1.1 Patient and data collection

210 consecutive patients with locally advanced gastric cancer who underwent D2 radical gastrectomy at our center between September 2017 and June 2018 were selected. Among them, 95 patients underwent da Vinci robotic surgery and 115 patients underwent laparoscopic surgery. The clinical data of the patients included gender, age, BMI, the American Society of Anesthesiologists (ASA) Physical Status Classification System, surgical approach, reconstruction approach, TNM stage of tumor pathology after operation, harvested lymph nodes, ascites and blood amylase, and postoperative complications. Tumor pathology TNM staging was based on the eighth edition of UICC-AJCC TNM classification of malignant tumors. Postoperative complications were classified according to the Clavien-Dindo Classification^[11]. Pancreatic fistula was defined according to the 2016 update of the International Study Group (ISGPS) definition and grading of postoperative pancreatic fistula ^[12].

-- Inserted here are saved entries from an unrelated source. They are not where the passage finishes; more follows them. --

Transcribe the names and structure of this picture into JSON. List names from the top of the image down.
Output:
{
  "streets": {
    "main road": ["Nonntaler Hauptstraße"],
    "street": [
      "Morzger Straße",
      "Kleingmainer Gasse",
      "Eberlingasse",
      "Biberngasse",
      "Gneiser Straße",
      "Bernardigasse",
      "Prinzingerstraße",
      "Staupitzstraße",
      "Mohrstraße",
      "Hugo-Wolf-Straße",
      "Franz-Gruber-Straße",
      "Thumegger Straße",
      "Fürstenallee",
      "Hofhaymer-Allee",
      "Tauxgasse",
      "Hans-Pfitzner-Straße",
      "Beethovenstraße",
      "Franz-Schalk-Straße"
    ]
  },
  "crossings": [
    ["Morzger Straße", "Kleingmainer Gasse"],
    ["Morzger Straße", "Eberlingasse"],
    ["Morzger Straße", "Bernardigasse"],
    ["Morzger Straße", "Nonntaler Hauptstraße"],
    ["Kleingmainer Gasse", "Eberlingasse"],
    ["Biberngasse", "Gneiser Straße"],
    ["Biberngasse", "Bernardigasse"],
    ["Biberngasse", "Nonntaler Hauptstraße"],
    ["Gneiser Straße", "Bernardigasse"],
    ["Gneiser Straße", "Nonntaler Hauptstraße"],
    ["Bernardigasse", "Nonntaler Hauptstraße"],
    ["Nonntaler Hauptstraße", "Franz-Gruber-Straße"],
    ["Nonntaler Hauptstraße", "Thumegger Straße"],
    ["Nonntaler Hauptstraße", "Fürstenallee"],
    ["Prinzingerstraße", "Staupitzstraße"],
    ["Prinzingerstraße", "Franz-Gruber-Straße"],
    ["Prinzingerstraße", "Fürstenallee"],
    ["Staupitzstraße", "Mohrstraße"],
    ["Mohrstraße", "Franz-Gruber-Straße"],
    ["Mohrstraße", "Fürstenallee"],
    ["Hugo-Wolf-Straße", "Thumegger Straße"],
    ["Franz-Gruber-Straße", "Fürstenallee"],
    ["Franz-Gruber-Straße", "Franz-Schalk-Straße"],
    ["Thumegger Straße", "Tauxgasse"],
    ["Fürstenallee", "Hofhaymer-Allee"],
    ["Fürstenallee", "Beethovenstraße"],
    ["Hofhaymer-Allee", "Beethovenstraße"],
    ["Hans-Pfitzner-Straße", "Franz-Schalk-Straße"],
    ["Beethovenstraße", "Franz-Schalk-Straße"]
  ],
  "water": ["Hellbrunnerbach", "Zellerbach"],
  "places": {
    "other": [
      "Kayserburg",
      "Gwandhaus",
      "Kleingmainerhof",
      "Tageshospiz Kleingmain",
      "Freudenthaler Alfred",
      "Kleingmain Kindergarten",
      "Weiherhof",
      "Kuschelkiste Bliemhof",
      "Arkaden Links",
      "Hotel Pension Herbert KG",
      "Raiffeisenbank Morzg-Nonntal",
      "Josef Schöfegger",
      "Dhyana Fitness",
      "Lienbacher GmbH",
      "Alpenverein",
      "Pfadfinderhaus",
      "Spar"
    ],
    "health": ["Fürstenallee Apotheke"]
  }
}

The inclusion criteria of this study were as follows: D2 lymph node dissection (cT1N+M0, cT2-4N0/+M0) was performed for locally advanced adenocarcinoma confirmed by histopathological examination after operation; age≤80 years；ASA physical status class III and below; no radiotherapy and chemotherapy was performed before operation. Exclusion criteria were an emergency operation, gastric stump cancer, multivisceral resection, and conversion to laparotomy. Written informed consent was obtained from all patients and their families before operation. This study was approved by the Medical Ethics Committee of Chongqing Southwest Hospital.

1.2 Operative method

All patients were operated on according to the Japanese Gastric Cancer Treatment Guidelines (5th edition)^[13]. The tumor was located by gastroscopy before the surgery, and was confirmed pathologically. Endoscopic ultrasonography was used for T staging, and enhanced CT was used for N staging. Total gastrectomy with D2 lymph node dissection was performed for tumors located in the upper part of the stomach and at the junction of esophagus and stomach (Siewert type II and III), and distal subtotal gastrectomy with D2 lymph node dissection was performed for tumors located in the middle and lower part. There were no cases of proximal radical gastrectomy and radical pylorus-preserving gastrectomy in this study. All patients were operated on by three surgeons at our center, each of whom had performed more than 200 cases of robotic radical gastrectomy and laparoscopic radical gastrectomy. All the three surgeons have passed the learning curve. In this study, Professor Zhao performed 34 cases of robotic surgery and 37 cases of laparoscopic surgery; Professor Qian performed 29 cases of robotic surgery and 43 cases laparoscopic surgery; Professor Shi performed 32 cases of robotic surgery and 35 cases of laparoscopic surgery. All surgical operations were recorded by video and were reviewed regularly.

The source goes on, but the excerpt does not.